According to the complaint, NRP also substantially assisted the Ponzi scheme in a manner that went beyond willful disregard and conscious avoidance of the evidence of Beckman’s wrongdoing. NRP also “controlled the faucet” that gave the Ponzi scheme its cash flow. Beckman needed NRP’s assistance to transfer money from the Oxford securities accounts.
The receiver alleged that all NRP needed to do — and what the law required it to do — was refuse to allow the transfers until Beckman proved the legitimacy of the transactions. NRP did not do this, even though the high fixed returns with little or no risk to principal promised by the scheme were suspicious on their face and funds were improperly commingled.
“A minimal investigation by NRP would have uncovered the entire Ponzi scheme and turned off the flow of cash forever. Instead, NRP permitted the [Oxford] accounts in their custody to gush forth a flow of tens of millions of dollars into the Ponzi scheme,” the complaint said.

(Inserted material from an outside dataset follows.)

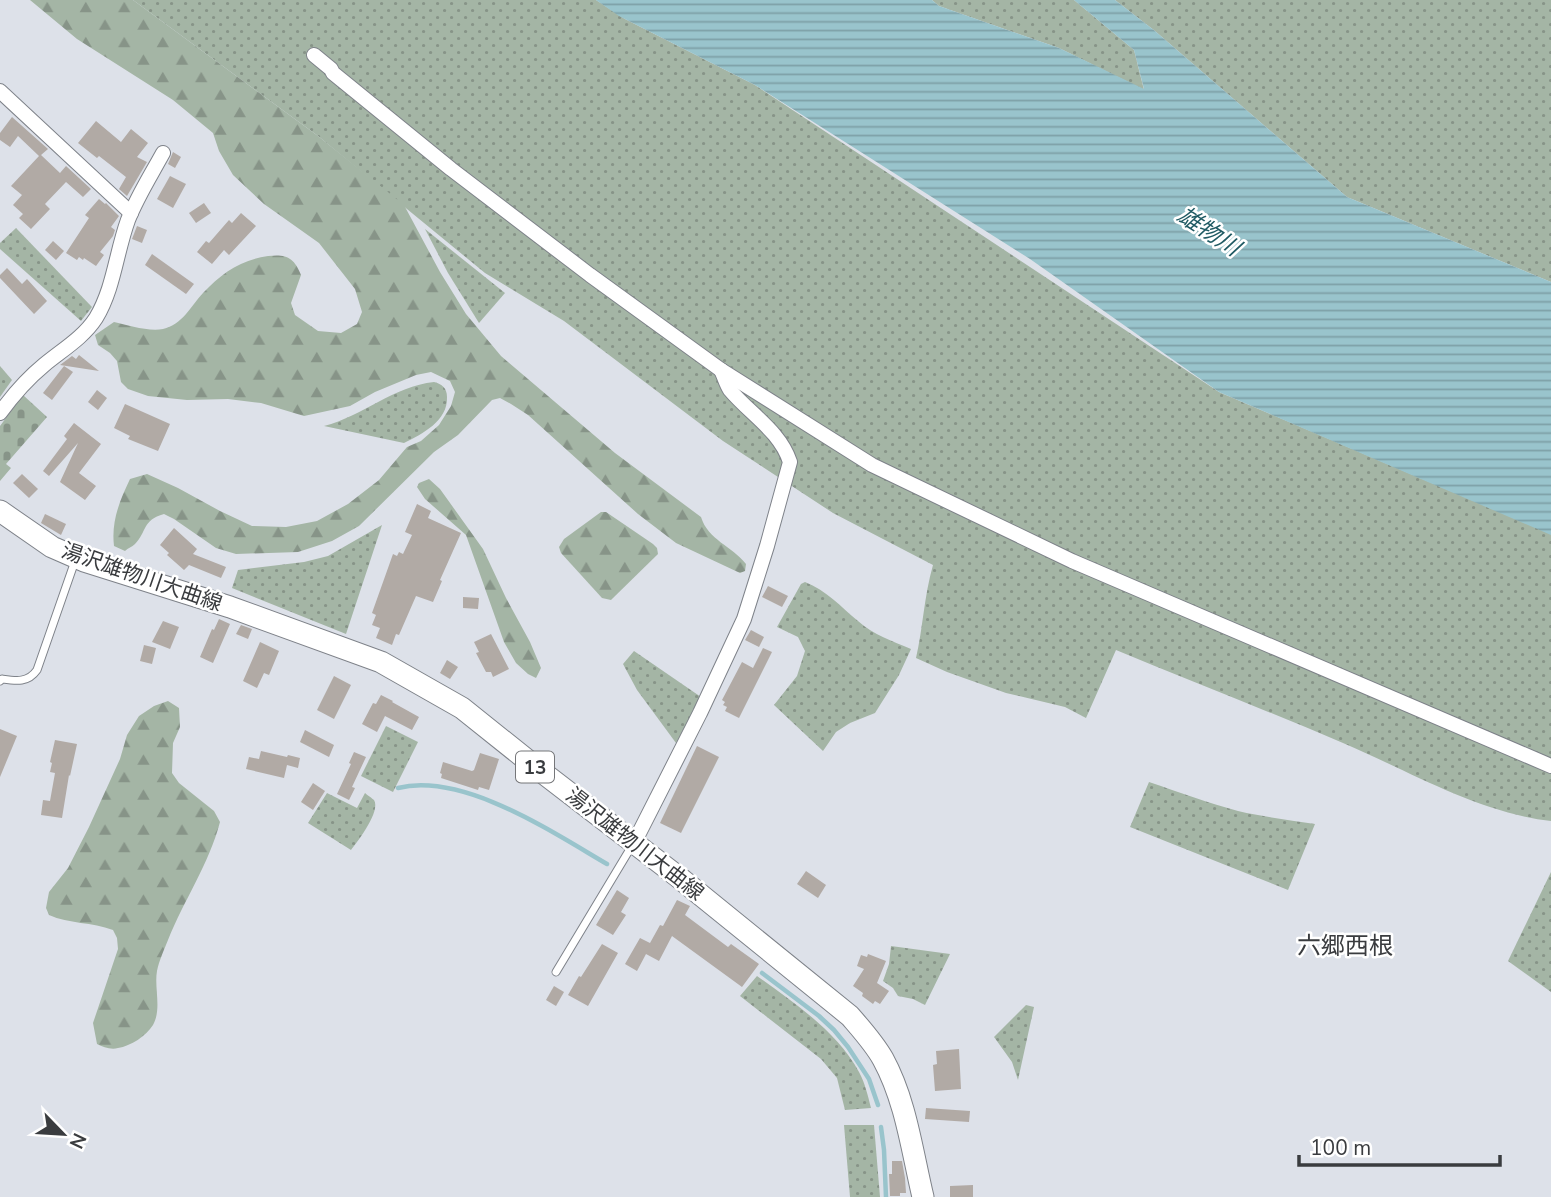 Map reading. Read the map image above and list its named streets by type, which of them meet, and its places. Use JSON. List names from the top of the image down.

The foreseeable consequence of NRP’s decision to let Beckman operate unchecked was severe economic damages to Oxford and its related entities, such that the firms were unable to meet their obligations to investors, causing the investors general harm, the complaint said.
Seven Counts of Fraud
The complaint includes seven counts, including breach of fiduciary duty, aiding and abetting breach of fiduciary duty, aiding and abetting fraud, and negligence. Oxford and the other receivership entities are seeking recovery of damages suffered as a direct and proximate result of NRP’s actions and omissions, the complaint said. The amount of damages is to be proved at trial.